Colicin E4-CT9 is proteolytically degraded after discharge from producing cells in liquid cultures.

Colicin E4 was produced in very large amounts when Escherichia coli K12 strain W3110 pColE4-CT9 was grown in the presence of 0.5 microgram mitomycin C ml-1. The colicin was discharged from the producing cells when they lysed and was then degraded by a protease located on the surface of the producing cells. Colicins and proteolytic fragments derived from them could be concentrated from spent culture medium by filtration through Millipore membrane filters. Colicins are probably retained by these filters by hydrophobic interactions since binding was unaffected by changes in ionic conditions but was completely inhibited in the presence of ionic or non-ionic detergents.

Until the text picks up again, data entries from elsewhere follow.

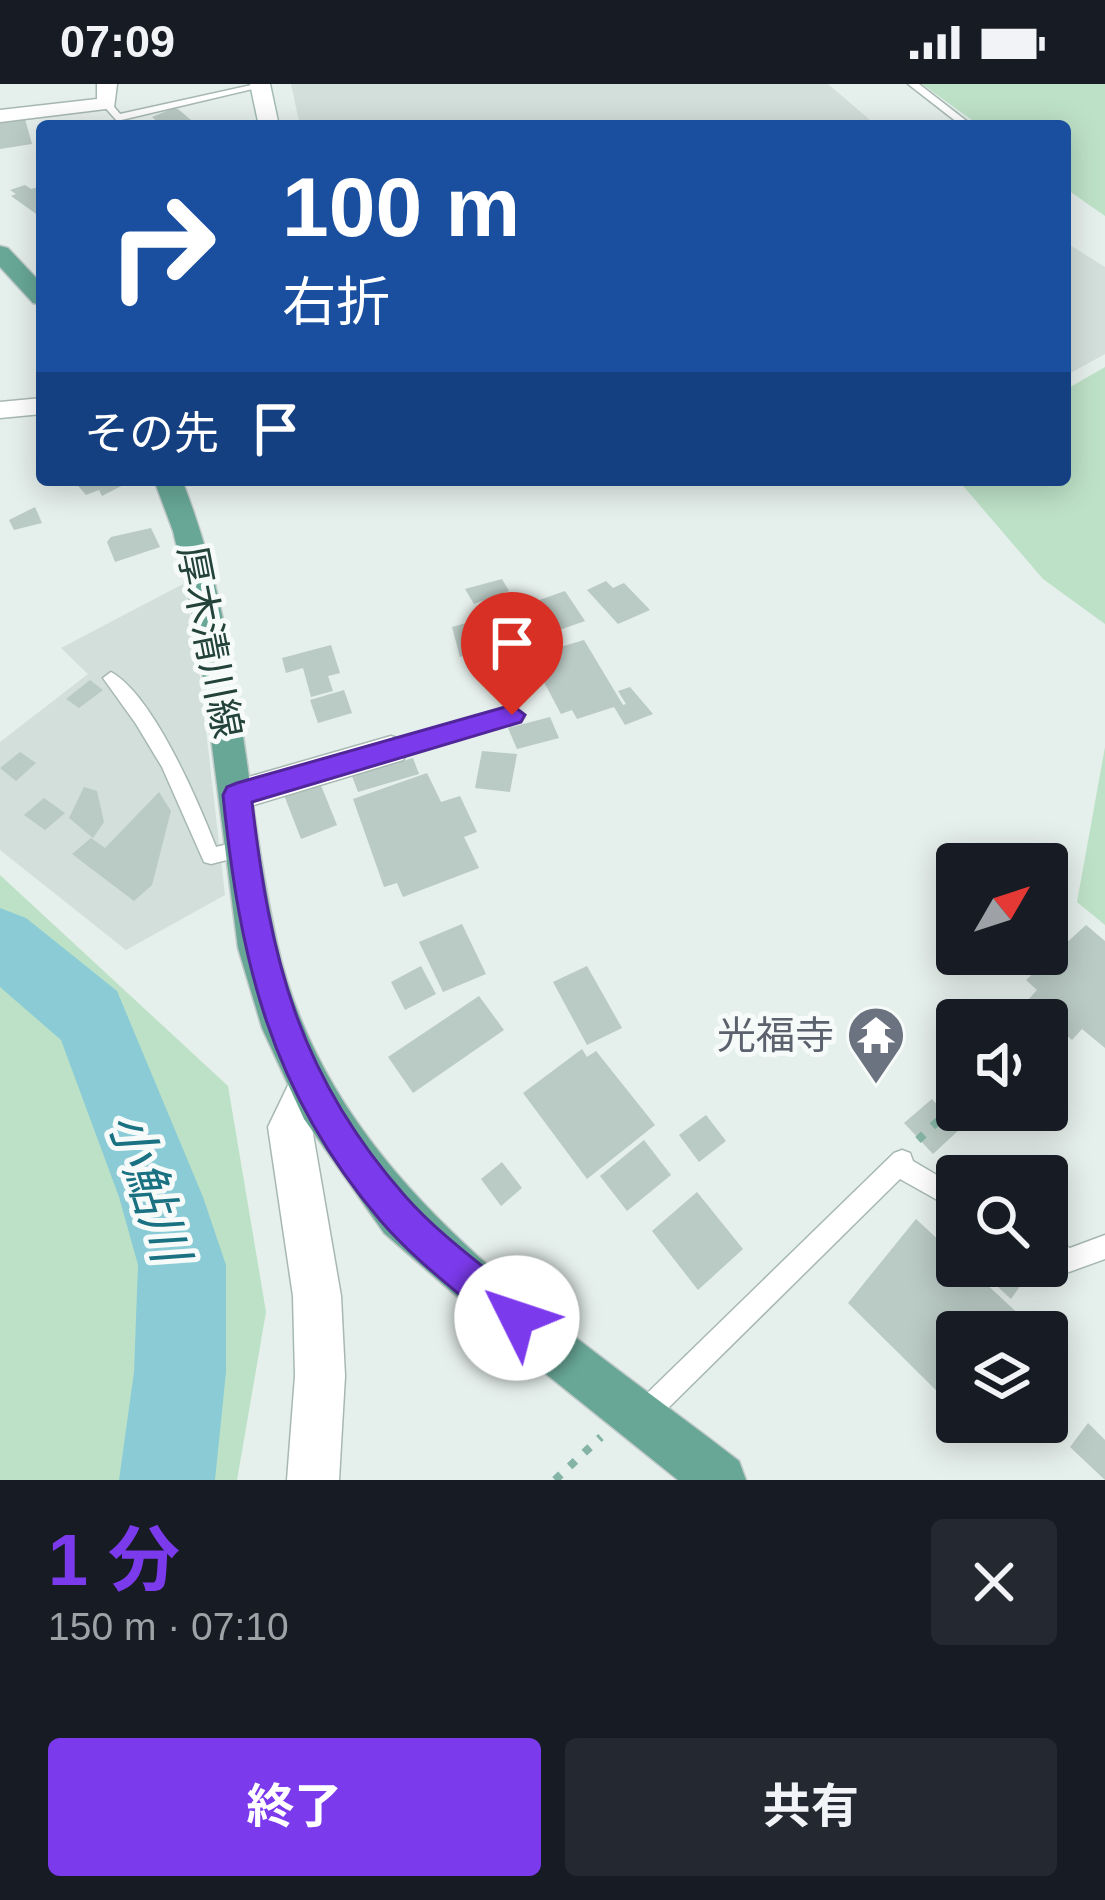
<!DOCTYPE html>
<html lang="ja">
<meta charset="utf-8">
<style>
:root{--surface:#171b24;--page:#242831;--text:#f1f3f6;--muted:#9ea1a6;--accent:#7c3aed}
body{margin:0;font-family:Arial,"Noto Sans JP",sans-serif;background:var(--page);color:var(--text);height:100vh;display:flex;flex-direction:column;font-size:45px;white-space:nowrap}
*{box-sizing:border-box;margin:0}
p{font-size:39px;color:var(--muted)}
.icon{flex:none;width:66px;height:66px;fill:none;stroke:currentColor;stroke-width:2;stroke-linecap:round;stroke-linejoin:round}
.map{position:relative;height:1396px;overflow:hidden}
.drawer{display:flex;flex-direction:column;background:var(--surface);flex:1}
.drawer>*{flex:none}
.top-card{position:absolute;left:36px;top:36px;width:1035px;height:366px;border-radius:12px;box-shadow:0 6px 30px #0003;background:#1a4fa0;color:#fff;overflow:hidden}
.needle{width:78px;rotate:51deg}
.fabs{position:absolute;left:936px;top:759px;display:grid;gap:24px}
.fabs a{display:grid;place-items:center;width:132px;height:132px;border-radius:12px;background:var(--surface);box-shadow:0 6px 30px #0003;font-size:60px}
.pin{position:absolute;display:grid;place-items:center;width:102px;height:102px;color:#fff;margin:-123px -51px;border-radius:50% 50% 50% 0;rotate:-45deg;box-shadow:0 0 12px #0007}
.pin .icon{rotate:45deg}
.me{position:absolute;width:132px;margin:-66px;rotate:311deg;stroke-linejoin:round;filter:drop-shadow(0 0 9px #0008)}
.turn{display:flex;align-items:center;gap:42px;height:252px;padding:0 48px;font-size:54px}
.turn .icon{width:156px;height:156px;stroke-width:2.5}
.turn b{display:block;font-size:84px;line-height:102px}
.then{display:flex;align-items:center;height:114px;padding:0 48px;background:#0003;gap:24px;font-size:45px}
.round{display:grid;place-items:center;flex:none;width:126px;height:126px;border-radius:12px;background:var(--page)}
.overview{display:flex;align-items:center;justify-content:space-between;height:204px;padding:0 48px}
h1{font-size:72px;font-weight:700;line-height:90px;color:var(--accent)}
.cta{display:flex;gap:24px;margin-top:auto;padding:24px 48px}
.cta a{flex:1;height:138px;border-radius:12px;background:var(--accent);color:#fff;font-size:48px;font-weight:700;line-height:138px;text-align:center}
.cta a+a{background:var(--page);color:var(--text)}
.status{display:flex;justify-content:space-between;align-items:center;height:84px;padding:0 60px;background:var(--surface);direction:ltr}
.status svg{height:33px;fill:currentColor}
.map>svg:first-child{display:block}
</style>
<div class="status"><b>07:09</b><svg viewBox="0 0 49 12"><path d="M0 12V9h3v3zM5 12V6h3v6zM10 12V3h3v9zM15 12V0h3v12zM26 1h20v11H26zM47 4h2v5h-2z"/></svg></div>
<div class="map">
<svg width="1105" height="1396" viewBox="0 0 1105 1396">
<rect width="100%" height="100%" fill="#e5efeb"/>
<!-- built -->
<g fill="#d3dfda">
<path d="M291,0H828L877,42H300Z"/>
<path d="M1065,158L1105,183V270L1065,292Z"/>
<path d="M183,500L196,560L225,811L126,866L0,766V658L88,590L61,564Z"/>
</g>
<!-- green -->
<g fill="#bde1c7">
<path d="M922,0H1105V132L1065,104V42H980Z"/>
<path d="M1105,283V540L1043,495L958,396H1065V306Z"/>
<path d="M1105,663V841L1077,818Z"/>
<path d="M0,791L228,1002L266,1228L237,1396H0Z"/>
</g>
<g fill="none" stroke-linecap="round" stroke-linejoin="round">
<!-- river -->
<path fill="#8bcbd6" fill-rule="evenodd" d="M0,824L26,834L117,907L203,1113L226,1181V1288L215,1396H119L134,1288L138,1181L119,1113L61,956L0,903Z"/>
</g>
<!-- building -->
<g fill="#bacac4">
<path d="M174,24L178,25L198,42H162L152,33Z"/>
<path d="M25,35L32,60L0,65V38Z"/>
<path d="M25,101L31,105L42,102V134L11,112L16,110L10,106Z"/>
<path d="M73,396H131V397L102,412L99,406L86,411Z"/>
<path d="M35,423L42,439L14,446L9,436Z"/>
<path d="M151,444L160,463L115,478L107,458L111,453Z"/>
<path d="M502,495L509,507L474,520L465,505Z"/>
<path d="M606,497L613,504L624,499L650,526L618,540L587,506Z"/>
<path d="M565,507L585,537L548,550L528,520Z"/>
<path d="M512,526L520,529L537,561L470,581L466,571L460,573L452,543Z"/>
<path d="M584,556L623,621L626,620L618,607L630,603L653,630L625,641L614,623L577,635L572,626L561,630L530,572Z"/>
<path d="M331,561L340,589L328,592L333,607L311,613L303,584L286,589L282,574Z"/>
<path d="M90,596L103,606L79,624L66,615Z"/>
<path d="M344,606L352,629L318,639L310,616Z"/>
<path d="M550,633L559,654L517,665L508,644Z"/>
<path d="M482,667L517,670L510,708L475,704Z"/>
<path d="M20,668L36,679L16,697L0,684Z"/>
<path d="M413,674L419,690L358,708L352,692Z"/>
<path d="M427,689L441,718L460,712L477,748L464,753L479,784L403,813L397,799L384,803L353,715Z"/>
<path d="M320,699L337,741L301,755L284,711Z"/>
<path d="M84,703L97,707L104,738L93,754L69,734Z"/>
<path d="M159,708L171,727L152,801L134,817L72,770L91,754L105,764Z"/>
<path d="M44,714L65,729L45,746L24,731Z"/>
<path d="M462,840L486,890L443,908L419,858Z"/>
<path d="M1086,841L1105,857V964L1082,945L1072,956L1027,917L1037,906L1026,896Z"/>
<path d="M421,882L436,910L405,926L391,898Z"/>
<path d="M587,882L622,944L587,961L553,898Z"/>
<path d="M479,912L504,946L413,1009L388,973Z"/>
<path d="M582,965L587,973L596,967L655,1041L587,1095L523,1009Z"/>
<path d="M932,1015L960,1045L933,1070L904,1039Z"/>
<path d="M706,1031L726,1057L699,1078L679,1051Z"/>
<path d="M644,1056L671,1091L627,1127L600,1092Z"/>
<path d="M502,1078L522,1104L501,1122L481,1095Z"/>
<path d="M697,1108L743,1165L698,1206L652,1147Z"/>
<path d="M916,1135L957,1173V1182H967L1038,1248H957V1327L848,1219Z"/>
<path d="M975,1182H1023L1030,1188L1011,1215Z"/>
<path d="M1088,1339L1105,1356V1396L1070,1363Z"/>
</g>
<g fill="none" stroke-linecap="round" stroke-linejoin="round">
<!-- lane casing -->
<g stroke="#a7b8b2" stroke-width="3">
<g id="lane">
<path d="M256,0L265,2L117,37L102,20L110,18L120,30Z"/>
<path d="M908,0H919L973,42H962Z"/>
<path d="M111,588C153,611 198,717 216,763L243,756L250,758L252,764L250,770L211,780L204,778L162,683L136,640L103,594Z"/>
<path d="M512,624L518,626L521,631L518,636L391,673L385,671L382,666L385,661L391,659Z"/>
<path d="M902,1066L910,1069L913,1077L957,1103V1127L900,1095L653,1339L644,1343L635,1339L631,1330L635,1321L894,1069Z"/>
<path d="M1105,1151V1175L1069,1188L1047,1178V1153L1070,1164Z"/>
</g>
</g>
<!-- street casing -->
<g stroke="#a7b8b2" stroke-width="3">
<g id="street">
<path d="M97,0H117L114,24L0,38V26L97,15Z"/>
<path d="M42,314V330L0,334V318Z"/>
<path d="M391,652L403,656L409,666L403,676L237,726L224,722L219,711L224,700Z"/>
<path d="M309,983L324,989L331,1004L312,1044L341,1212L345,1292L339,1396H287L295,1292L293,1212L268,1043L294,989Z"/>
</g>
</g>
<!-- secondary casing -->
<g stroke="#a3bbb3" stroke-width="3">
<path id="secondary" d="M250,0H270L279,42H259Z"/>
</g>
<!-- primary casing -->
<g stroke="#c1cac8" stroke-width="3">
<g id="primary">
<path d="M0,162L8,164L42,200V221L33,219L0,183Z"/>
<path d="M154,396H182C243,551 242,700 277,859C330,1099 557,1236 739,1377L746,1396H678L546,1290L384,1149L304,1035L262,944L238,864L198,553L173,447Z"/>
</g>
</g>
<!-- path -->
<g stroke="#84b4a5" stroke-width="8" stroke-dasharray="8 12" stroke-linecap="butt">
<path d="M918,1056L957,1019"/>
<path d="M555,1396L601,1353"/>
</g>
<!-- lane -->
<use href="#lane" fill="#fff" fill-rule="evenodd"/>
<!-- street -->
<use href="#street" fill="#fff" fill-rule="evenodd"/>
<!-- secondary -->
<use href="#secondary" fill="#fff" fill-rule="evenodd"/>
<!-- primary -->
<use href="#primary" fill="#68a796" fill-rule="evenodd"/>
</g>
<!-- route -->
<path fill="#7c3aed" stroke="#51269a" stroke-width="3" d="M512,621L525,631L521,638L252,718C270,874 298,991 405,1112C441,1153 489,1186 530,1221L535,1234L530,1248L517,1253L504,1248C463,1212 415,1177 380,1136C269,1005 240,876 223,711L227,703L237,699Z"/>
<!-- icons -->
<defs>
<g id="temple-pin" transform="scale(3)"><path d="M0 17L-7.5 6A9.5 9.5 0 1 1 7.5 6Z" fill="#6b7280" stroke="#f6fbf9"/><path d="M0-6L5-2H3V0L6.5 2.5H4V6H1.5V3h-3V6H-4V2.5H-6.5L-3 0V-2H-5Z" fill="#fff"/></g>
</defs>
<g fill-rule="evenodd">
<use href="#temple-pin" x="876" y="951"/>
</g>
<g text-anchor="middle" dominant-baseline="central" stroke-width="10" stroke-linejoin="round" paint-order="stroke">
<!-- street labels -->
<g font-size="39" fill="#23423a" stroke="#f6fbf9">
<text transform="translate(210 558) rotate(79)">厚木清川線</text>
</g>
<!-- worship labels -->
<g font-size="39" fill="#5b616d" stroke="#f6fbf9" text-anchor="end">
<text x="834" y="951">光福寺</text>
</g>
<!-- near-water labels -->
<g font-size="51" font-style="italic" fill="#197182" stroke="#f6fbf9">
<text transform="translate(149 1103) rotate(72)">小鮎川</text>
</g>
</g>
</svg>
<div class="fabs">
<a><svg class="needle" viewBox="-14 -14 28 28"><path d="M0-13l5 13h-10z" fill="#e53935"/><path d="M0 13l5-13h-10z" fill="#9ea1a6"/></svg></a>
<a><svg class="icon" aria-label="sound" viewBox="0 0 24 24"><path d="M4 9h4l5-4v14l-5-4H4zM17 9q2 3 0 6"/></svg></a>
<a><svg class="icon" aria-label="search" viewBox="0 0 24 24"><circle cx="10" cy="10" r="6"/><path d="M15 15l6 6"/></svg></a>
<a><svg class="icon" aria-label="layers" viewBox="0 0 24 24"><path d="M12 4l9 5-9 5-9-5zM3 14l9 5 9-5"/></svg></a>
</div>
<div class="pin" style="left:512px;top:631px;background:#d93025"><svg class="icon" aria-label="arrive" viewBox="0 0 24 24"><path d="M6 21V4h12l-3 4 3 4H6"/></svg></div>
<svg class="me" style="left:517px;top:1234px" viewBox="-20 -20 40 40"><circle r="19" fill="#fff"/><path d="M0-13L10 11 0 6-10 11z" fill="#7c3aed"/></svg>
<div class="top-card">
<div class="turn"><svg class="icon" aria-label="right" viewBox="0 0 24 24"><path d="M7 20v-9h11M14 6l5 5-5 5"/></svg><div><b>100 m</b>右折</div></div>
<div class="then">その先<svg class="icon" aria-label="arrive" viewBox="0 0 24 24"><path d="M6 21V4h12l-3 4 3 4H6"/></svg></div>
</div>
</div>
<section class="drawer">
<div class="overview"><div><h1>1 分</h1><p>150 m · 07:10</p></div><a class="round"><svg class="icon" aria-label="close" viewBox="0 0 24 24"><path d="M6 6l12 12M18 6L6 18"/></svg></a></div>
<div class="cta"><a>終了</a><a>共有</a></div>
</section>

Autoinduced synthesis of colicin E2.

Escherichia coli K-12 cells carrying the high copy number plasmid ColE2-P9 and a sfiA-lacZ gene fusion exhibit abnormally high levels of SOS-regulated phi sfiA-lacZ expression. Increased sfiA-lacZ expression is caused by the action of colicin E2, which is a DNase, rather than by the presence of multiple copies of a binding site for LexA protein, the repressor for the sfiA and colicin E2 genes. Expression of sfiA-lacZ was reduced to normal levels if the ColE2+ strain lacked the outer membrane colicin E2 receptor protein (BtuB) or if they carried an increased number of colicin E2 immunity genes. The results suggest that cultures of ColE2+ strains contain a small number of cells which produce colicin which can then enter other, non-producing cells in the culture and cause sufficient damage to the DNA to induce the SOS system. The levels of colicin E2 immunity in the producing cells is presumably sufficient to prevent extensive lethal effects of the colicin, but insufficient to prevent limited endonuclease activity. An important consequence of this phenomenon is that the DNase action of colicin E2 can stimulate its own production.